Home > Of things Mac > Next week's Showtime: Will this be the Sweetest "One More Thing" ever?

Next week's Showtime: Will this be the Sweetest "One More Thing" ever?

Ok, so next week we're going to see something special from Apple. It's not new iMacs or macminis.

It might be new generation iPods, or some new device to help you watch all those new movies you'll be able to subscribe to which will form the major part of next week's Showtime media event.

I mean, Steve Jobs knows the emotional attachment to music so that we want to own it, not rent it, and hence he is rock-solid on the 99c fee. That's a manageable fee even for the young'uns who can only afford an iPod Shuffle, with no credit cards, forced to buy iTMS music cards with their pocket money, or get it gifted by generous parents and friends.

But the same emotional attachment to movies doesn't occur. You see, we can listen to music while we multitask. Go walking, exercise, drive, clean the house, make love - whatever. Other things to which we also can have an emotional attachment, and perhaps one which encourages the release of neurochemicals which crystallises that attachment.

But movies?

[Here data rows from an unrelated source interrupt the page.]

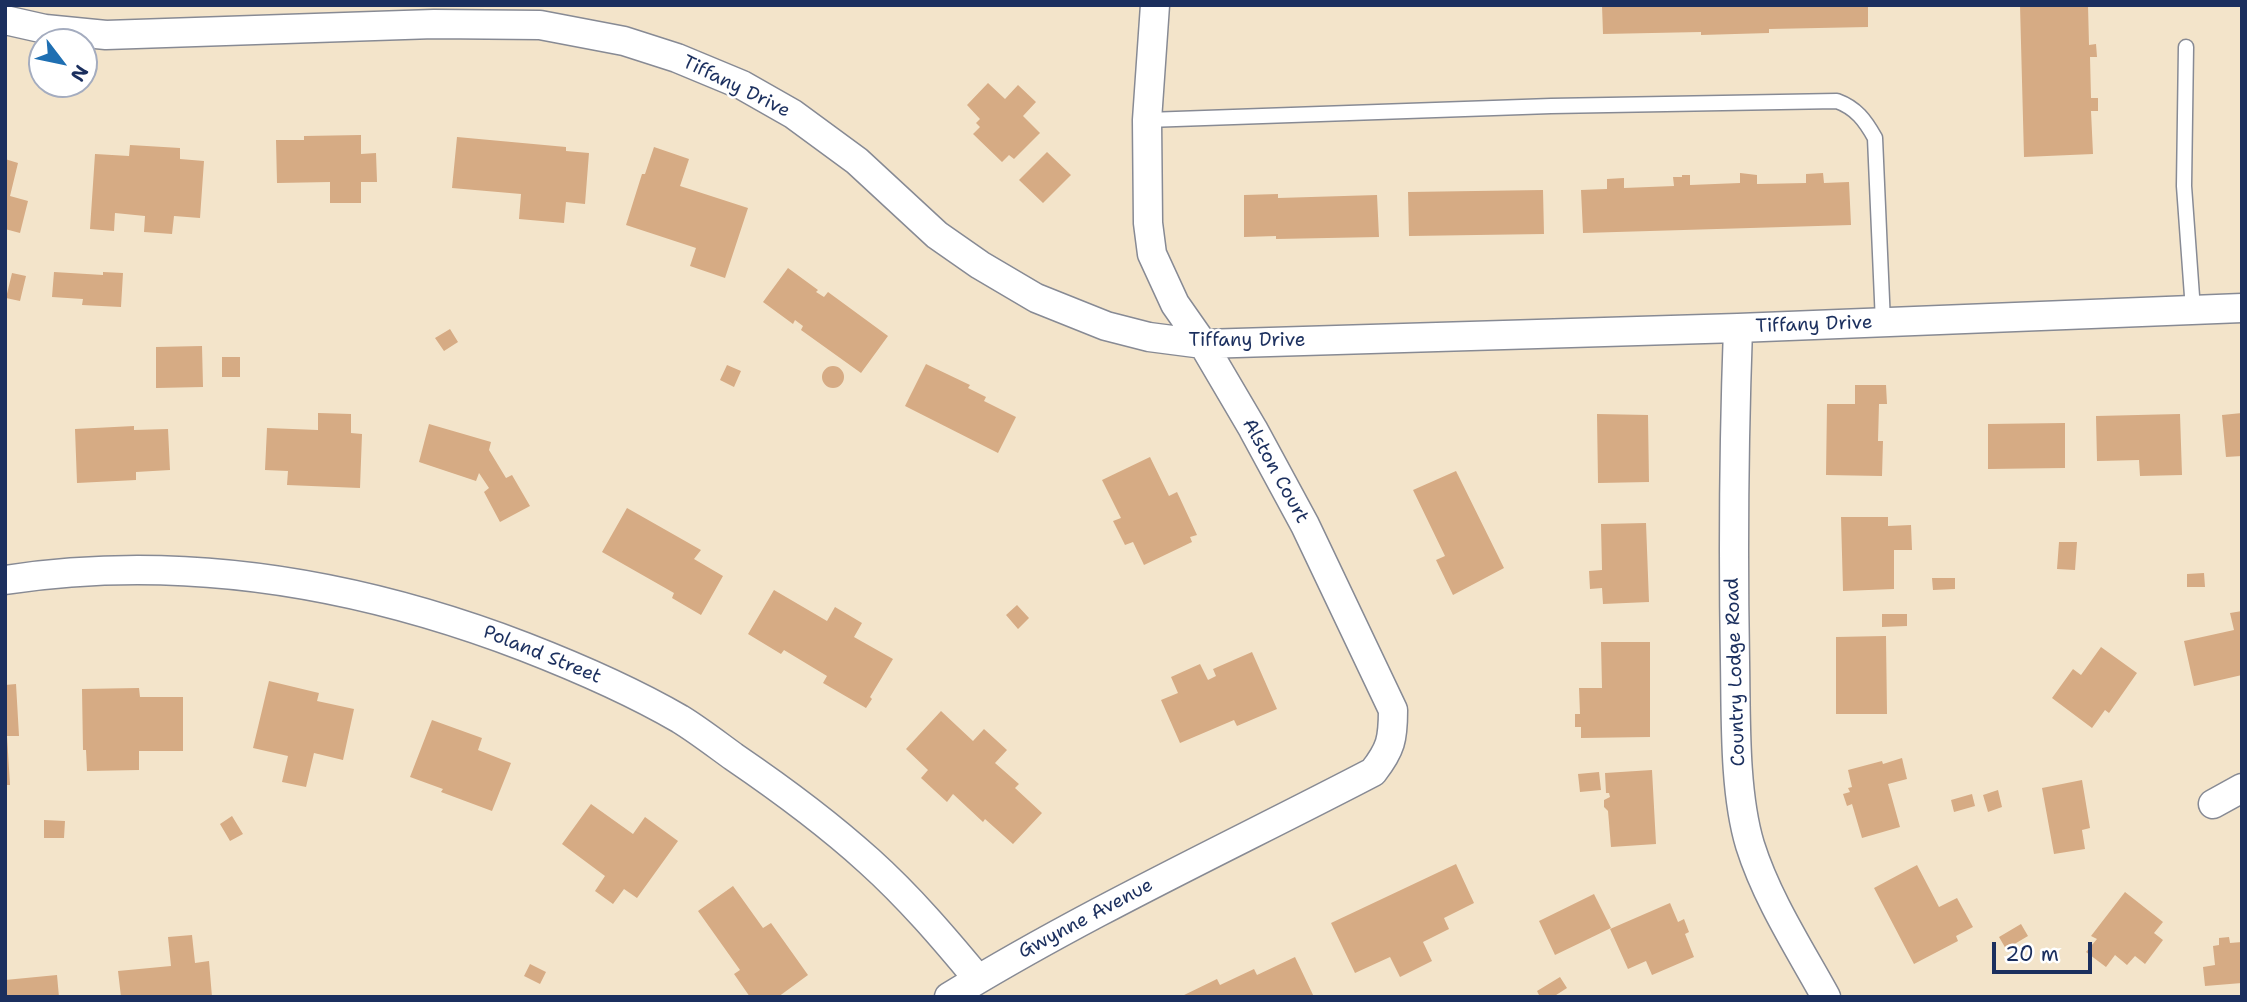 <!DOCTYPE html>
<html>
<head>
<meta charset="utf-8">
<style>
  body { margin:0 }
  #map { position:relative; width:2247px; height:1002px; overflow:hidden; background:#f3e4ca; font-family:"Shantell Sans",sans-serif }
  canvas { display:block }
  .frame { position:absolute; inset:0; border:7px solid #1b2f5e; pointer-events:none }
  .north { position:absolute; left:28px; top:28px; width:70px; height:70px; box-sizing:border-box; background:#fff; border:2px solid #a4acbf; border-radius:50%; rotate:122deg; font-size:19px; font-weight:700; line-height:28px; text-align:center; color:#1b2f5e }
  .north::after { content:''; display:block; margin:auto; width:24px; height:32px; background:#1f6fb2; clip-path:polygon(50% 0,100% 100%,50% 72%,0 100%) }
  .scale { position:absolute; left:1992px; top:942px; width:100px; height:32px; box-sizing:border-box; border:4px solid #1b2f5e; border-top:0; padding-left:9px; font-size:21px; line-height:24px; white-space:nowrap; color:#1b2f5e; -webkit-text-stroke:5px #fff; paint-order:stroke }
</style>
</head>
<body>
<div id="map">
<canvas width="2247" height="1002"></canvas>
<div class="frame"></div>
<div class="north">N</div>
<div class="scale">20 m</div>
</div>
<script>
const ctx = document.querySelector('canvas').getContext('2d');
ctx.lineJoin = 'round';
function fillPath(path, color) {
  ctx.fillStyle = color;
  ctx.fill(path, 'evenodd');
}
function trace(path, color, width, dash) {
  ctx.strokeStyle = color;
  ctx.lineWidth = width;
  ctx.lineCap = dash ? 'butt' : 'round';
  ctx.setLineDash(dash || []);
  ctx.stroke(path);
}
function label(font, color, halo, rows, align = 'center') {
  ctx.font = font + ' "Shantell Sans",sans-serif';
  ctx.lineWidth = 5;
  ctx.setLineDash([]);
  ctx.textBaseline = 'middle';
  ctx.strokeStyle = halo;
  ctx.fillStyle = color;
  for (const [text, x, y, turn = 0] of rows) {
    ctx.save();
    ctx.translate(x, y);
    ctx.rotate((+turn || 0) * Math.PI / 180);
    ctx.textAlign = isNaN(turn) ? turn : align;
    if (halo) ctx.strokeText(text, 0, 0);
    ctx.fillText(text, 0, 0);
    ctx.restore();
  }
}
const building = new Path2D(`
  M1602 5H1868V27L1769 29V33L1701 35V32L1603 34Z
  M2020 5H2088L2089 45 2096 44 2097 57H2090L2091 98H2098V111H2091L2093 154 2024 157Z
  M988 83 1005 99 1018 85 1036 102 1023 116 1040 133 1014 159 1009 155 1002 162 973 134 980 127 976 123 980 119 967 105Z
  M361 135V154L376 153 377 182H361V203H330V182L277 183 276 140H304V136Z
  M457 137 566 147V151L589 153 585 204 566 202 564 223 519 219 521 194 452 188Z
  M130 145 180 148V159L204 161 200 218 174 216 172 234 144 232 145 216 115 213 114 231 90 229 95 154 129 156Z
  M654 147 689 159 680 186 748 208 725 278 690 266 696 248 626 225 642 174H645Z
  M1047 152 1071 175 1043 203 1019 180Z
  M5 159 18 163 10 196 28 201 20 233 5 229Z
  M1740 173 1757 175V184L1806 183V174L1823 173 1824 183 1849 182 1851 225 1583 233 1581 190 1607 189V179L1624 178V188L1674 186 1673 177H1682V175H1690V185L1740 183Z
  M1543 190 1544 234 1409 236 1408 192Z
  M1278 194V198L1377 195 1379 237 1276 239V236L1244 237V195Z
  M788 268 818 290 816 292 824 297 828 292 888 336 861 373 801 330 803 326 795 320 793 324 763 302Z
  M54 272 103 275V272L123 273 121 307 82 305 83 299 52 297Z
  M12 273 26 276 20 301 6 298Z
  M450 329 458 342 444 351 435 338Z
  M202 346 203 387 156 388V347Z
  M222 357H240V377H222Z
  M926 364 970 385 968 388 986 397 984 401 1016 417 998 453 905 406Z
  M727 365 741 371 734 387 720 380Z
  M822 377a11 11 0 1 1 22 0a11 11 0 1 1-22 0Z
  M1855 385H1886L1887 404H1879L1878 441H1883L1882 476 1826 475 1827 404H1855Z
  M318 413 351 414V433L362 434 360 488 287 485 288 471 265 470 267 428 318 430Z
  M2242 413V456L2226 457 2222 415Z
  M1597 414 1648 415 1649 482 1598 483Z
  M2180 414 2182 475 2140 476 2139 460 2097 461 2096 416Z
  M2065 423V468L1988 469V424Z
  M429 424 491 442 489 450 506 478 512 475 530 506 500 522 484 492 489 488 479 473 476 481 419 462Z
  M134 426V430L168 429 170 470 136 472V480L77 483 75 429Z
  M1150 457 1169 496 1177 492 1197 535 1190 537 1192 542 1144 565 1133 542 1125 545 1113 521 1121 518 1102 480Z
  M1456 471 1504 568 1453 595 1436 560 1445 556 1413 490Z
  M627 508 701 550 694 559 723 576 701 615 672 598 674 593 602 552Z
  M1841 517H1888V526L1911 525 1912 550H1894V589L1843 591Z
  M1646 523 1649 602 1603 604 1602 588 1590 589 1589 571 1602 570 1601 524Z
  M2059 542H2077L2075 570 2057 569Z
  M2204 573 2205 587H2187V574Z
  M1932 578H1955V589L1933 590Z
  M774 590 827 621 835 607 862 623 854 637 893 659 870 697 872 699 866 708 823 683 827 676 784 650 781 654 748 634Z
  M1017 605 1029 618 1018 629 1006 615Z
  M2242 611V675L2194 686 2184 641 2234 630 2230 613Z
  M1882 614H1907V626L1882 627Z
  M1886 636 1887 714H1836V637Z
  M1601 642H1650V737L1581 738V727H1575V714H1580L1579 688H1602Z
  M2101 647 2137 673 2109 713 2105 710 2092 728 2052 698 2073 669 2081 675Z
  M1252 652 1277 709 1237 726 1234 720 1180 743 1161 700 1178 693 1171 677 1200 664 1208 680 1216 676 1213 669Z
  M269 681 319 693 317 701 354 709 343 760 314 753 306 787 282 782 288 756 253 748Z
  M16 684 19 736H7L10 785H5V685Z
  M139 688 140 697H183V751H139V770L87 771 86 750H83L82 689Z
  M941 711 973 741 984 729 1007 750 995 763 1019 784 1015 788 1042 813 1013 844 985 819 983 822 953 794 947 802 921 778 928 770 906 749Z
  M432 720 482 738 478 750 511 763 492 811 441 792 443 789 410 777Z
  M1902 758 1907 779 1888 784 1900 827 1862 838 1852 804 1847 806 1843 794 1850 792 1848 788 1852 787 1848 770 1882 761 1883 764Z
  M1652 770 1656 844 1611 847 1608 811 1604 807V800L1610 797 1609 793H1606L1605 773Z
  M1599 772 1601 790 1580 792 1578 774Z
  M2082 780 2090 828 2082 830 2085 849 2054 854 2042 788Z
  M1998 790 2002 807 1988 812 1983 795Z
  M1972 794 1975 806 1954 812 1951 800Z
  M591 804 633 834 645 817 678 841 637 898 624 889 613 904 595 891 605 876 562 844Z
  M232 816 243 834 230 841 220 824Z
  M44 820 65 821 64 838H44Z
  M1456 864 1474 903 1444 918 1449 929 1423 942 1432 961 1400 977 1390 957 1355 973 1331 923Z
  M1917 865 1939 907 1957 898 1973 927 1956 936 1958 941 1914 964 1874 888Z
  M733 886 763 928 771 923 808 975 778 997H750L734 974 740 970 698 911Z
  M2125 892 2163 922 2154 933 2163 940 2145 964 2135 956 2127 965 2115 955 2106 967 2086 952 2097 939 2091 936Z
  M1594 894 1611 928 1555 955 1539 921Z
  M1670 903 1678 922 1684 919 1689 932 1685 934 1694 957 1652 975 1646 961 1628 969 1610 929Z
  M2021 924 2028 936 2006 949 1999 937Z
  M192 935 195 963 209 961 212 997H121L118 971 171 966 168 937Z
  M2229 937 2230 943 2242 942V983L2205 986 2203 967 2215 965 2213 946 2219 945V938Z
  M1295 957 1314 997H1180L1217 979 1220 985 1254 969 1257 975Z
  M530 964 546 972 540 984 524 976Z
  M57 975 59 997H5V980Z
  M1560 977 1567 988 1553 997H1540L1537 991Z`);
const service = new Path2D(`
  M2186 47 2184 186 2193 310
  M1147 120 1551 106 1837 101C1856 108 1865 120 1875 138L1883 323`);
const minor = new Path2D(`
  M5 20 45 29 106 35 434 24 540 25 624 41 677 58 742 85 793 114 857 161 937 235 980 265 1036 298 1106 326 1149 337 1203 344 1738 328 2242 308
  M1738 328C1734 439 1733 550 1735 661 1736 718 1734 792 1750 845 1767 899 1799 948 1826 997
  M5 580C183 553 358 583 525 647 579 668 630 690 680 719 698 730 716 744 734 757 781 789 827 823 869 861 909 897 944 938 978 979
  M2213 804 2242 788
  M949 997C1086 913 1231 846 1373 772 1391 749 1393 739 1393 710L1305 525 1253 429 1203 344 1175 304 1152 254 1148 223 1147 120 1155 5`);
const streetNames = [
  ["Tiffany Drive",736,87,26],
  ["Tiffany Drive",1814,325,-2],
  ["Tiffany Drive",1247,341],
  ["Alston Court",1275,471,61],
  ["Poland Street",542,655,22],
  ["Country Lodge Road",1736,672,-92],
  ["Gwynne Avenue",1086,919,-28]
];
fillPath(building, '#d6ab84');
trace(service, '#878a94', 17);
trace(minor, '#878a94', 31);
trace(service, '#fff', 14);
trace(minor, '#fff', 28);
label('19px', '#1b2f5e', '#fff', streetNames);
</script>
</body>
</html>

While we can get emotional watching movies - cry, laugh, become fearful, get curious, feel pride etc. - that's it.

We might feel a twinge of sensation when we recall a scene in a movie, but we don't go around speaking the lines, as compared to humming or singing a song or music piece.

We might however go out and buy the music soundtrack to remind ourselves of the movie, and because the music is good enough to stand alone.

Our relationship to these creative arts is different: one is to keep and cherish and listen and share in the right mood, or to get the right mood, and on demand with us always on our iPods; the, other - movies - we attend to differently, and is more demanding on our time, location and ability to concentrate, since the same pleasure cannot be gained if we multitask.

UPDATE: please go to Michael Lawrence's documentary site here to sample his movie, The Mind of Music, to more deeply understand. Here's a quote:

"Sound waves can more deeply penetrate our subconscious, can more profoundly affect our emotions than any other impression.
"Music is essential to life. In fact, it is life. It keeps us in contact with the totality of the universe as part of the vibrating cosmos."

With all that said, the one more thing I expect/want to we'll hear - absent for quite some time from a Jobs Keynote - is an announcement of a deal with Apple Corps for the Beatles Collection on iTunes.

Wouldn't that be one of the sweetest "One More Things" ever?